Only the lines below from the one containing "Build a gazetteer" to the one containing "Summarize the content" should be repeated, both included and unchanged.

Material provided
▼▼▼

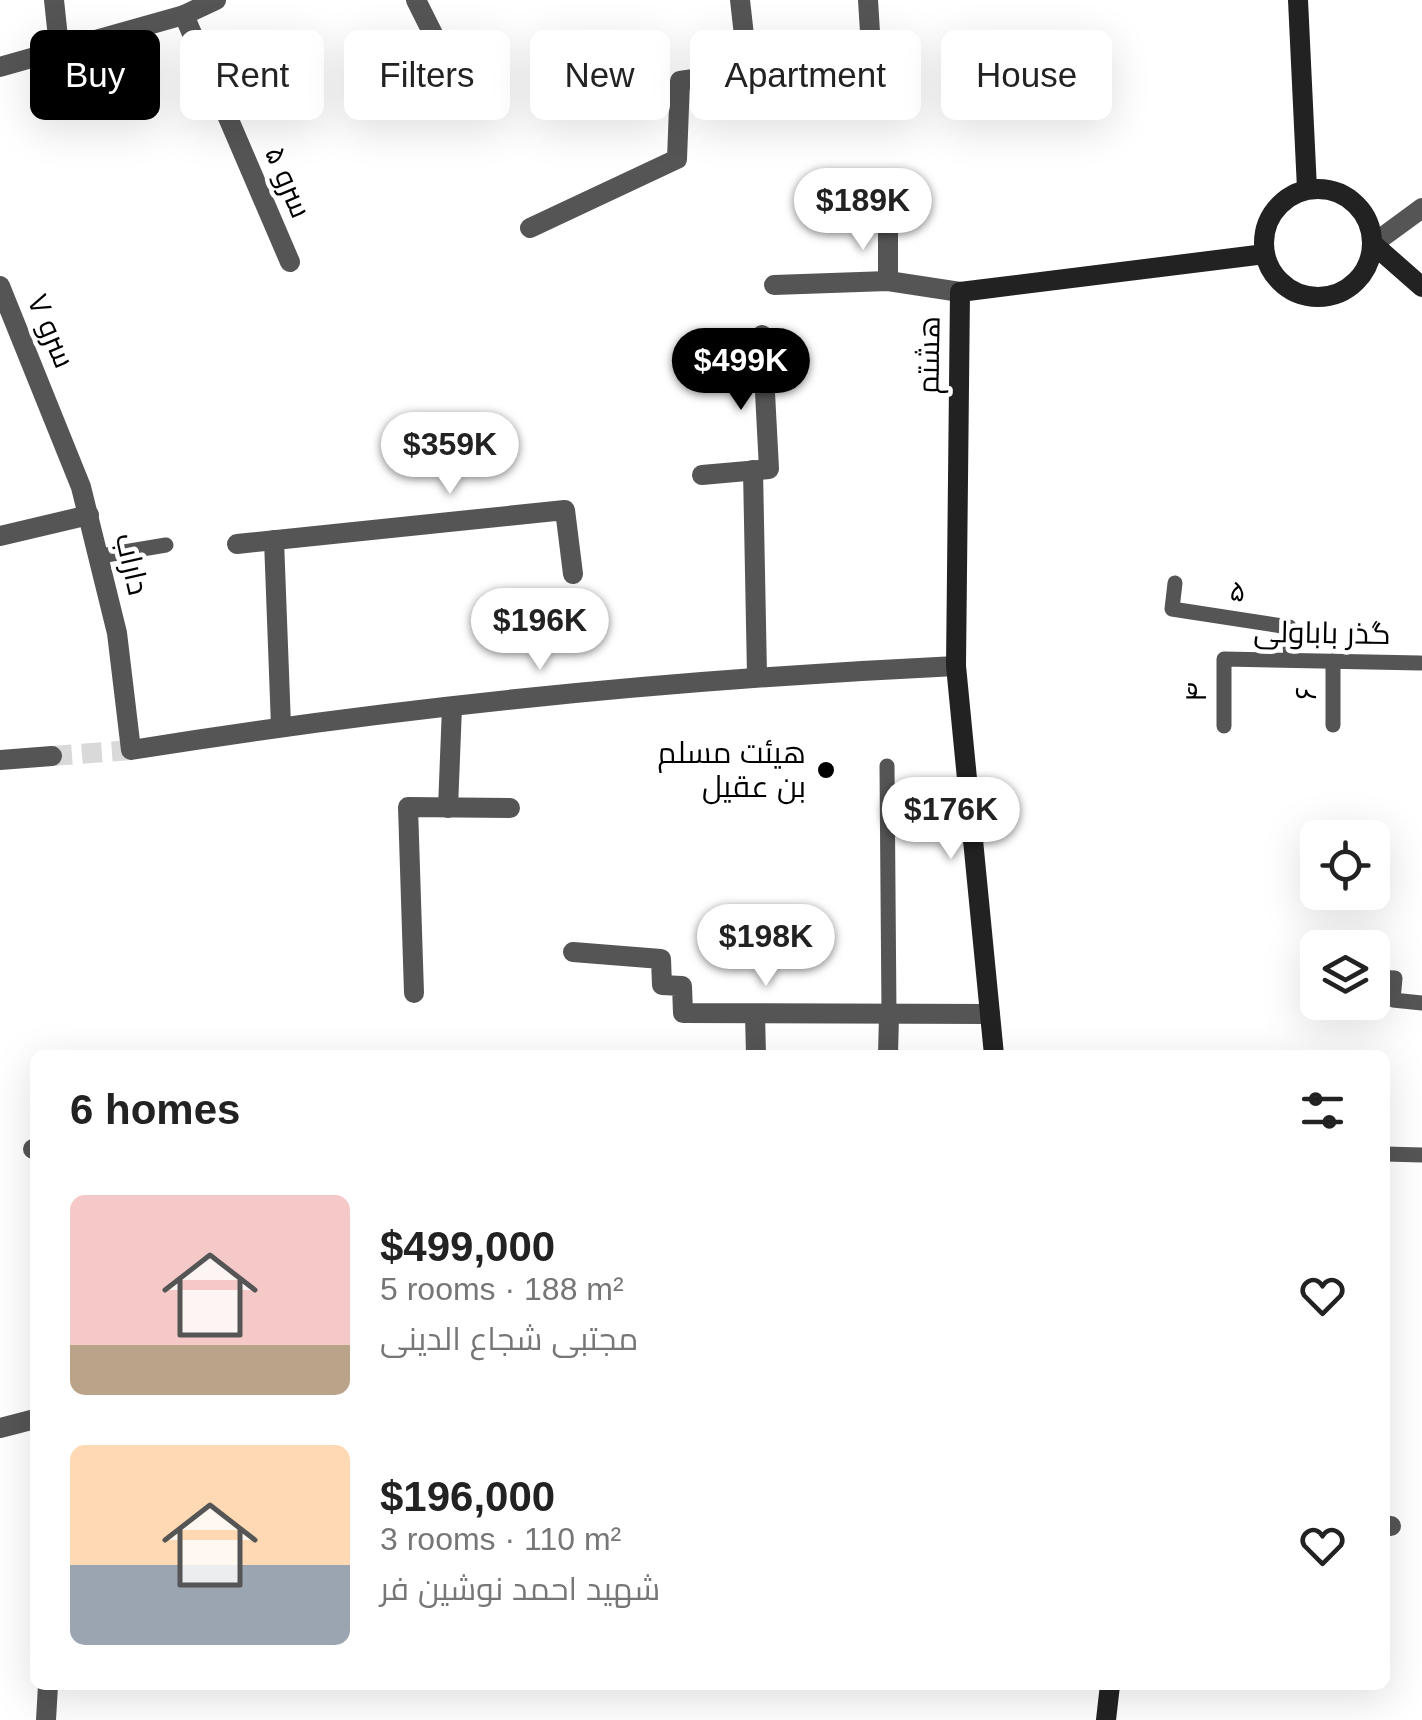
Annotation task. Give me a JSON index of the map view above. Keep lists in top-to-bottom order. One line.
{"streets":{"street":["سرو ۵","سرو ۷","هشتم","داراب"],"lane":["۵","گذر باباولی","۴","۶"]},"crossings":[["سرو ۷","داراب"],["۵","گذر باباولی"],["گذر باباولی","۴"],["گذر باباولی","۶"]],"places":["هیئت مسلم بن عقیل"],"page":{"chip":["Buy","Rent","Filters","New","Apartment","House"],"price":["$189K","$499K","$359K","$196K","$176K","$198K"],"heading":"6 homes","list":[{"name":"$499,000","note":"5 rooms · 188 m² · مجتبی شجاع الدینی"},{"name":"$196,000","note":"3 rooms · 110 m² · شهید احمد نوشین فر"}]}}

▲▲▲
▼▼▼

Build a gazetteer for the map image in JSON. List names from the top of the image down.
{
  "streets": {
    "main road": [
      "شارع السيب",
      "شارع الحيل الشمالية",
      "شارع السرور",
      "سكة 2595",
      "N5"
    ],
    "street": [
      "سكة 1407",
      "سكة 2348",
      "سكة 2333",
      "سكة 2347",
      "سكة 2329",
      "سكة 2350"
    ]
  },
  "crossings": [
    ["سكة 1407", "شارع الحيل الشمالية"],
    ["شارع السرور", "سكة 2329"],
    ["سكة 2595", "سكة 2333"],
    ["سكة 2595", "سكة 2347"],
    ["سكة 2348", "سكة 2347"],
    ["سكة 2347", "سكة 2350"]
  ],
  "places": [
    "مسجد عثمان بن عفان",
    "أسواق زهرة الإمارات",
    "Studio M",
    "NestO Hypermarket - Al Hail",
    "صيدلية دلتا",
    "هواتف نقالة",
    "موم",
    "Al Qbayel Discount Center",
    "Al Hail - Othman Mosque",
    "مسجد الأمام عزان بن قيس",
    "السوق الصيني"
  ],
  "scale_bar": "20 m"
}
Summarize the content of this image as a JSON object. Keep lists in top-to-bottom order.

▲▲▲
▼▼▼

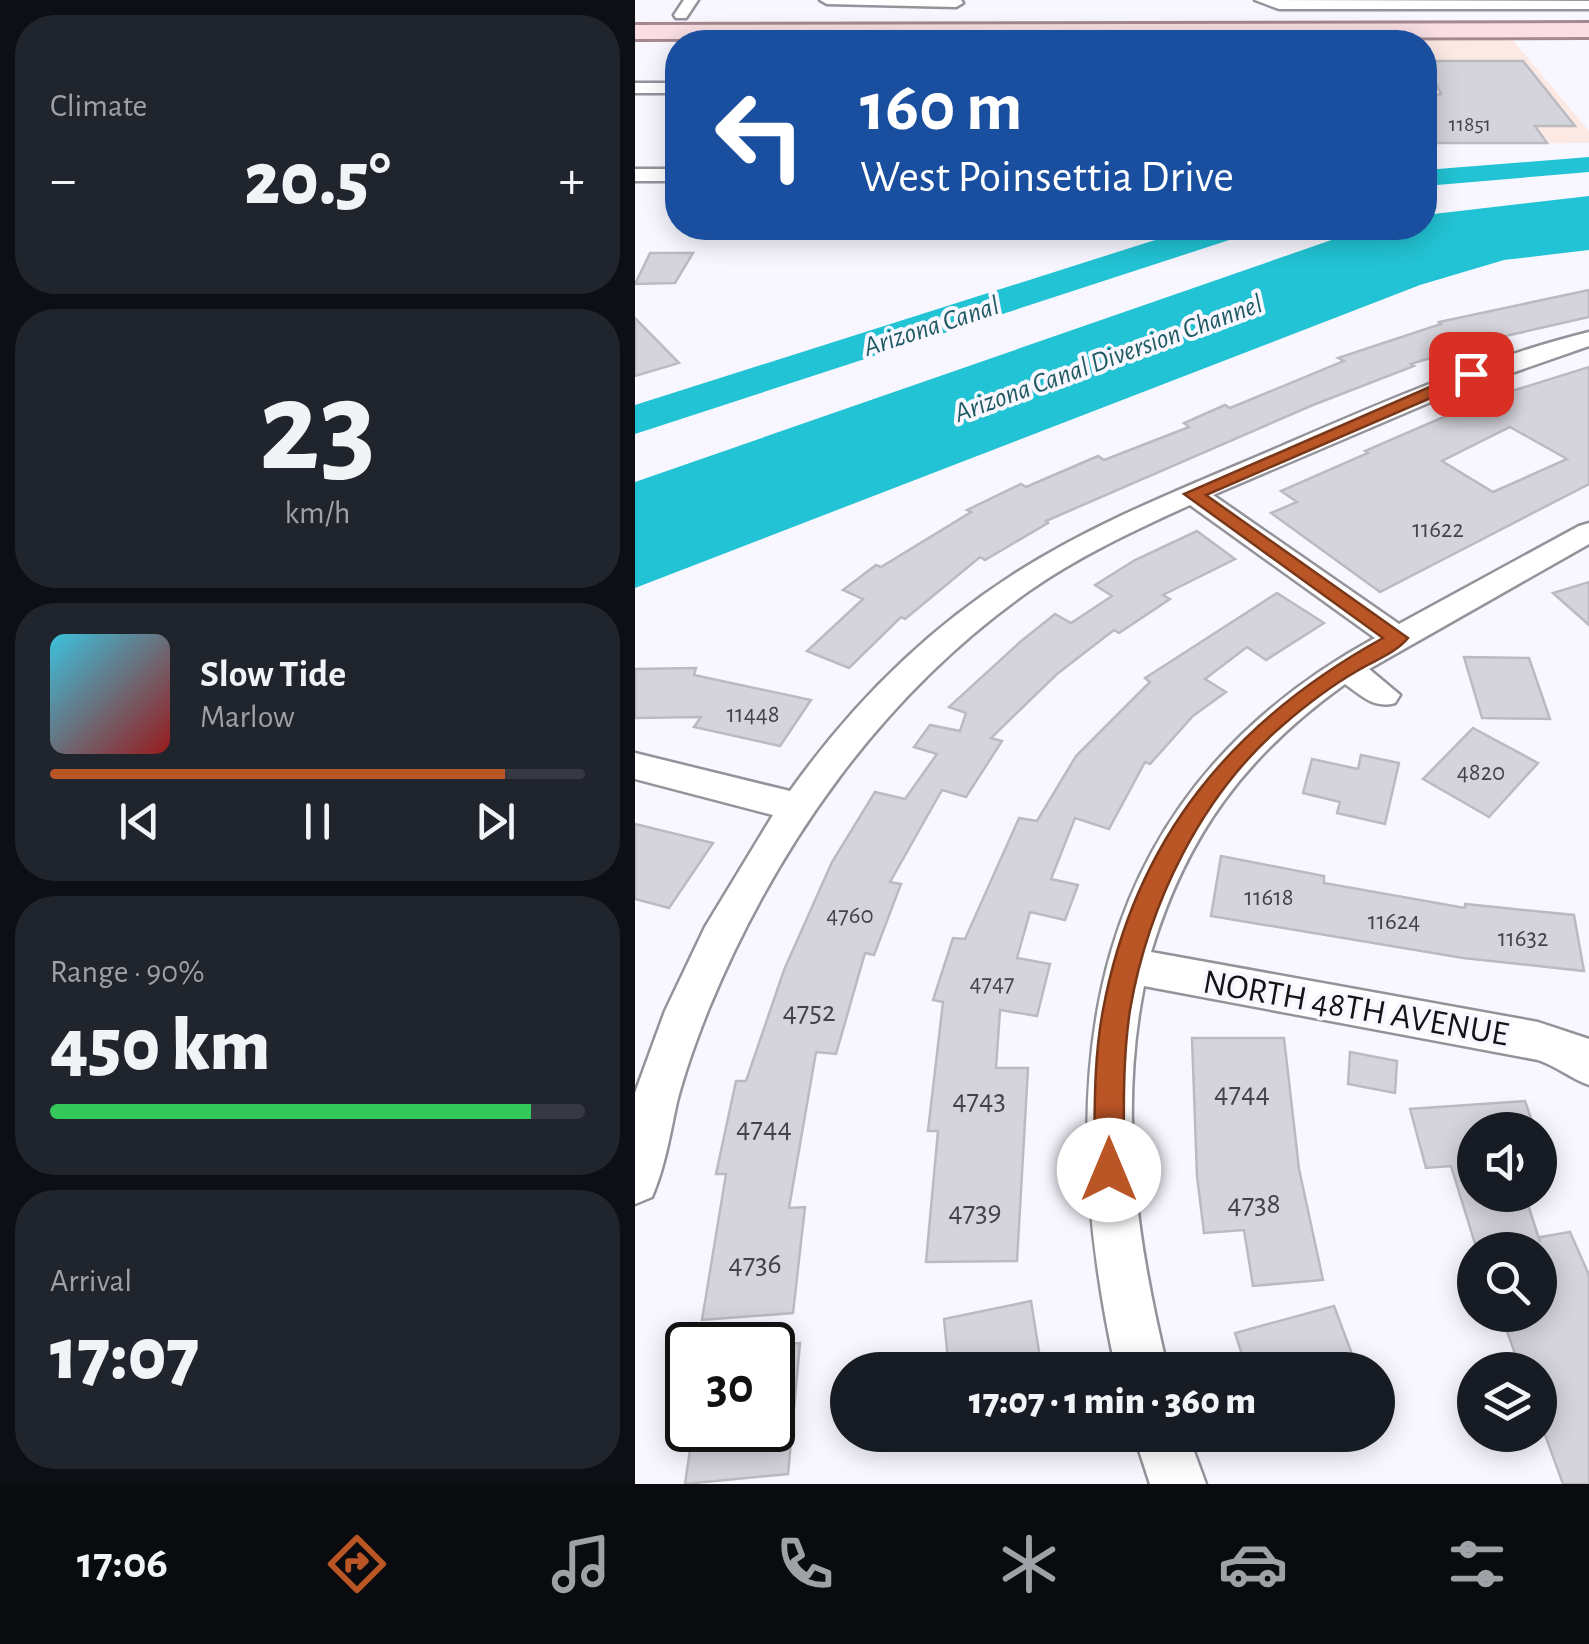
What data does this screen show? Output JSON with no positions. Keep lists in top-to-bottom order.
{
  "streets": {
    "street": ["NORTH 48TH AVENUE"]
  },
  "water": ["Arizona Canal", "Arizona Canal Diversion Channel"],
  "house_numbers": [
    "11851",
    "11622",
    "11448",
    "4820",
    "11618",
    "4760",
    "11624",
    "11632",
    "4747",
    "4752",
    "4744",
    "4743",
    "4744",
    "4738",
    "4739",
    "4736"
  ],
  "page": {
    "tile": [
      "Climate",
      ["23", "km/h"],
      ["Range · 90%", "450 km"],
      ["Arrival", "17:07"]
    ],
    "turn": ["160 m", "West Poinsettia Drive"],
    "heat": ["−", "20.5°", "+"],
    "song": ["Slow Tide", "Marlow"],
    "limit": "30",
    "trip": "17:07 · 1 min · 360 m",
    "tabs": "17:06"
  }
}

▲▲▲

Result of the exercise
Build a gazetteer for the map image in JSON. List names from the top of the image down.
{
  "streets": {
    "main road": [
      "شارع السيب",
      "شارع الحيل الشمالية",
      "شارع السرور",
      "سكة 2595",
      "N5"
    ],
    "street": [
      "سكة 1407",
      "سكة 2348",
      "سكة 2333",
      "سكة 2347",
      "سكة 2329",
      "سكة 2350"
    ]
  },
  "crossings": [
    ["سكة 1407", "شارع الحيل الشمالية"],
    ["شارع السرور", "سكة 2329"],
    ["سكة 2595", "سكة 2333"],
    ["سكة 2595", "سكة 2347"],
    ["سكة 2348", "سكة 2347"],
    ["سكة 2347", "سكة 2350"]
  ],
  "places": [
    "مسجد عثمان بن عفان",
    "أسواق زهرة الإمارات",
    "Studio M",
    "NestO Hypermarket - Al Hail",
    "صيدلية دلتا",
    "هواتف نقالة",
    "موم",
    "Al Qbayel Discount Center",
    "Al Hail - Othman Mosque",
    "مسجد الأمام عزان بن قيس",
    "السوق الصيني"
  ],
  "scale_bar": "20 m"
}
Summarize the content of this image as a JSON object. Keep lists in top-to-bottom order.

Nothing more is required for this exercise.